Then workers attach a 1/2-inch-diameter steel cable to both the top of the screw anchor and to a hydraulic cylinder on the anchor-truck rig. As the operator monitors a pull-test gauge, the hydraulic cylinder works its way up to exerting the requisite 25,000 ft-lbs of torque, which must be held for three minutes to ensure it’s safely anchored. “We’re basically trying to pull the anchor out of the ground,” Davidson explains.

“As all this is happening, a chart recorder built into the back of the rig is charting the pull, starting at 5,000 pounds and going up to 25,000 pounds,” he continues. “It usually doesn’t take more than a minute and I’m up to 25,000 ft-lbs.

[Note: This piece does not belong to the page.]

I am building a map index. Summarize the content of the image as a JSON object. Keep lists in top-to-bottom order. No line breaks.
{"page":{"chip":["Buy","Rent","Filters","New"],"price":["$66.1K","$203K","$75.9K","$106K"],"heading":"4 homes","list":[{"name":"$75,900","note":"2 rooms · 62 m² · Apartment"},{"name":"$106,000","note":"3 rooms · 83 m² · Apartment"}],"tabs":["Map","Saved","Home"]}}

If the test fails, then we add another extension to the anchor and push it even deeper.”


Is the work dangerous? “I wouldn’t call it that, but you have to be attentive,” Davidson says. “If you keep your eyes and ears open and know what you’re doing, everything should be just fine.” Bypass safety-check valves prevent the rig from over-torqueing and it also features various guards and safety apparatuses to protect the operator, he notes.

“If an anchor gets stopped dead against a rock, your drive head — which attaches with a bolt to the anchor ­— will shear off the bolt to protect the equipment,” he adds. “But if a bolt shears off, at times it can take off like a bullet, which is why the rig includes a protective shield for the operator.”

The five anchor trucks were spec'd out with wheelbases that are shorter than a typical 5-ton truck to reduce their turning radius and increase maneuverability on congested drilling pads. “They’re little stubby jobs,” Davidson says. “On tight lease locations, you’re working around all kinds of equipment and vehicles and making tight turns, so we need that sharp turning radius. That allows us to work a little faster, too, which customers appreciate.”

The trucks also feature four-wheel drive, which Davidson points out is unusual for a 5-ton truck. But it’s necessary, given the demanding conditions under which they work at remote drilling pads. It’s not unusual to encounter 1 or 2 feet of mud and getting stuck rarely ends well. “You call for a Caterpillar D8 (bulldozer) to pull you out and hope for the best,” he says. “You might come home without a front end.”

Overall, Davidson says his fleet of anchor trucks are tough, reliable workhorses that keep his company productive and profitable. “They’re pretty basic machines,” he says. “They do just one thing and one thing only, but they do it very well. Without them, there wouldn’t be an Anchor King, for sure.”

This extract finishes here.